Where does the word "halo" appear in the data? Copy every line that holds it.

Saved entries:
>>>
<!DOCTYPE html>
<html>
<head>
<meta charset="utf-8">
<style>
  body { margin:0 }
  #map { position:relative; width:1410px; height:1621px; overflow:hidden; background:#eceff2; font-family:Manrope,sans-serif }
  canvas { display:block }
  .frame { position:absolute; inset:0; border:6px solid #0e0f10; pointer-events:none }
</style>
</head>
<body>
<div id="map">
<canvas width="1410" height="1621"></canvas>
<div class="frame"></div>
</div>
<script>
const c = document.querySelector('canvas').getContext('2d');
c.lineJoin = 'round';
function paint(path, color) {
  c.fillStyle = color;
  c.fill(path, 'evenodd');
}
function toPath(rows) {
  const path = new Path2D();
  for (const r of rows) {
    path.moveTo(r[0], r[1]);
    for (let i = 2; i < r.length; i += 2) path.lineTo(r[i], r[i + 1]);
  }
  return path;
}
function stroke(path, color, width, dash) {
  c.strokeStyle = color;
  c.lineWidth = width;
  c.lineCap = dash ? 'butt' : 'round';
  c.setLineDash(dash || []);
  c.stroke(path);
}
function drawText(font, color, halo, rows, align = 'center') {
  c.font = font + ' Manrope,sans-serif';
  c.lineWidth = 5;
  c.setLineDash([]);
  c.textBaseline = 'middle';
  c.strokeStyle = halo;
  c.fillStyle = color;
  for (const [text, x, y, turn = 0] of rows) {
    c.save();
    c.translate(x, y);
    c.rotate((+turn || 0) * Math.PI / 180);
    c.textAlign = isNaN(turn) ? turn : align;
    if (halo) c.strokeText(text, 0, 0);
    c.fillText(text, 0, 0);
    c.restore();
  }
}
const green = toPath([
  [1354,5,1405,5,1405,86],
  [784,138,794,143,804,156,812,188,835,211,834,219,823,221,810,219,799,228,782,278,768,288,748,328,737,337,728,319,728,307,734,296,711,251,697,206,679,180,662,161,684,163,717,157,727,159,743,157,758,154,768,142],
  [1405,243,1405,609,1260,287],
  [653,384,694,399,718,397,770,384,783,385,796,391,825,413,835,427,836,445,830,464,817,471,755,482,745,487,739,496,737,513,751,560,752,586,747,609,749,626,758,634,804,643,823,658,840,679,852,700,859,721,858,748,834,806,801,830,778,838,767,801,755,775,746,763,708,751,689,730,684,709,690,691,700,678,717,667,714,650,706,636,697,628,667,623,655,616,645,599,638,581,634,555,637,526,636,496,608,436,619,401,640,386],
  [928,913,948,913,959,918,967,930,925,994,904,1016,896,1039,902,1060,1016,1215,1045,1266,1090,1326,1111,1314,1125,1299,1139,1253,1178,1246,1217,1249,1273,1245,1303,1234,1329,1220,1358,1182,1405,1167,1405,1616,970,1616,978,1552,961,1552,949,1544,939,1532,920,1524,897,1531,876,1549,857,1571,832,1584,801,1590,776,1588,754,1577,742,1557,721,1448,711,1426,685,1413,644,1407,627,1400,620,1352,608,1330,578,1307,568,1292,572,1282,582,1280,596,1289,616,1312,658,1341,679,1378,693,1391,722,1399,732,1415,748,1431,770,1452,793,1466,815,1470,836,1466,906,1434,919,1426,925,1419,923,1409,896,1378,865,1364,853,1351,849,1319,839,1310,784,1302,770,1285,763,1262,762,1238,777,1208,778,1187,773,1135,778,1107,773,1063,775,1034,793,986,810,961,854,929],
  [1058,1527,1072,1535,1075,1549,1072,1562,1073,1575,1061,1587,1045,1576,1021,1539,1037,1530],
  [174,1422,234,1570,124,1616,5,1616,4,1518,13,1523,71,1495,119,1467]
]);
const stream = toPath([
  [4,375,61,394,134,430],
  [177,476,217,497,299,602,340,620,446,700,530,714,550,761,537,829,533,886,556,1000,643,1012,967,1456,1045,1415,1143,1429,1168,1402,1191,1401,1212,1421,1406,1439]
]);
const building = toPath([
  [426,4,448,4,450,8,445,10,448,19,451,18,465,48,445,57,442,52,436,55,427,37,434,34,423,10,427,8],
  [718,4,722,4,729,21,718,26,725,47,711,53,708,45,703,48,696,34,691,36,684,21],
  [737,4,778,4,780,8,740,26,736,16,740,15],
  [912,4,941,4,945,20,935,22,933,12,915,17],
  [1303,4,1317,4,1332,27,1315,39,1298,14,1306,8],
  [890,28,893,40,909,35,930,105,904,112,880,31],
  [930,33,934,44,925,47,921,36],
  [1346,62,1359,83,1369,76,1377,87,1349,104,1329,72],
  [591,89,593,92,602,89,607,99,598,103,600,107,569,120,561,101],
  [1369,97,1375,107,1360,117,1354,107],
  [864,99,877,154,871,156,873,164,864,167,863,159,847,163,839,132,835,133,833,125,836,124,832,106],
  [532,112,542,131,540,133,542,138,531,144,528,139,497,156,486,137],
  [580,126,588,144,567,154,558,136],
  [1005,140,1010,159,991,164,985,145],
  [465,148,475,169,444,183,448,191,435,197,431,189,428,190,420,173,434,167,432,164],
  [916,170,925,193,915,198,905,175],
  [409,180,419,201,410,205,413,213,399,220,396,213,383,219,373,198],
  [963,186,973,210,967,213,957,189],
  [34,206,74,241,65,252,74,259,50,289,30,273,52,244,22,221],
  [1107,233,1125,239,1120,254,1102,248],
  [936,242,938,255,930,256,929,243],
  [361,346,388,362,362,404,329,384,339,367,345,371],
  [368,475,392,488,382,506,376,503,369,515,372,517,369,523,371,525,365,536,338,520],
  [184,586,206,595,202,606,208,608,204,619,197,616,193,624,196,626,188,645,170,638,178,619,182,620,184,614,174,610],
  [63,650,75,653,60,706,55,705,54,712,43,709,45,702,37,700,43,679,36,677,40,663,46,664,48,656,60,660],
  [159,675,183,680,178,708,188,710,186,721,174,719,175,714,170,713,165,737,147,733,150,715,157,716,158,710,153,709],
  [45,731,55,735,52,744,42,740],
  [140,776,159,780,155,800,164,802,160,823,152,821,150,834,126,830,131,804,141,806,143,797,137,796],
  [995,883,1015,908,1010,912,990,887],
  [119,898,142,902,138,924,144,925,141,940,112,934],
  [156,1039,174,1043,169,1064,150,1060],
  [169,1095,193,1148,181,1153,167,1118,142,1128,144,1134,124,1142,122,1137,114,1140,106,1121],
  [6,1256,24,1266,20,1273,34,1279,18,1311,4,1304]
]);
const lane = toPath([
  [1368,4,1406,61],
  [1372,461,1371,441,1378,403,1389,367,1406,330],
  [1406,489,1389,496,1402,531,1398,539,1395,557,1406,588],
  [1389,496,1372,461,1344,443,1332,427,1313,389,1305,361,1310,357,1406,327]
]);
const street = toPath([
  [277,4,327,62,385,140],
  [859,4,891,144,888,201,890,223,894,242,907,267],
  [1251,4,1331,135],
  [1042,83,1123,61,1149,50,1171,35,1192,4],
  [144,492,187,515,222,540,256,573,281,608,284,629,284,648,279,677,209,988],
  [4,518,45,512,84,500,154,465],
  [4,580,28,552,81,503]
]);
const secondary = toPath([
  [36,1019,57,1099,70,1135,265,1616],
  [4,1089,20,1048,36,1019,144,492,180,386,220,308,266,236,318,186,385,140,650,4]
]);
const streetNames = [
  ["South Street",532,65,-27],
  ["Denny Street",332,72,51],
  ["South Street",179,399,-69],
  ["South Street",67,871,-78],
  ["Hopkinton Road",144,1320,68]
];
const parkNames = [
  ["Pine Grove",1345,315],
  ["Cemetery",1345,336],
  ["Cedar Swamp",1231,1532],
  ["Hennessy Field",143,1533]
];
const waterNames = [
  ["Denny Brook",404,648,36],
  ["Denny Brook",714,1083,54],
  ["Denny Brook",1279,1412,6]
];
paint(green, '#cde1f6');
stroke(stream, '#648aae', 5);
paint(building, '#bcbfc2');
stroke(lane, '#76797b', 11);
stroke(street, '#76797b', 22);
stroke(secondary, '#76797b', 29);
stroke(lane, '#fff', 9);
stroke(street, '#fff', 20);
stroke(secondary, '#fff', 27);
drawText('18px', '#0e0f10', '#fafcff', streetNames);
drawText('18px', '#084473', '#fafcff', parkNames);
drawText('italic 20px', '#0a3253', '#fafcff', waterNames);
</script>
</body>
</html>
<<<
▶ Finished task
function drawText(font, color, halo, rows, align = 'center') {
  c.strokeStyle = halo;
    if (halo) c.strokeText(text, 0, 0);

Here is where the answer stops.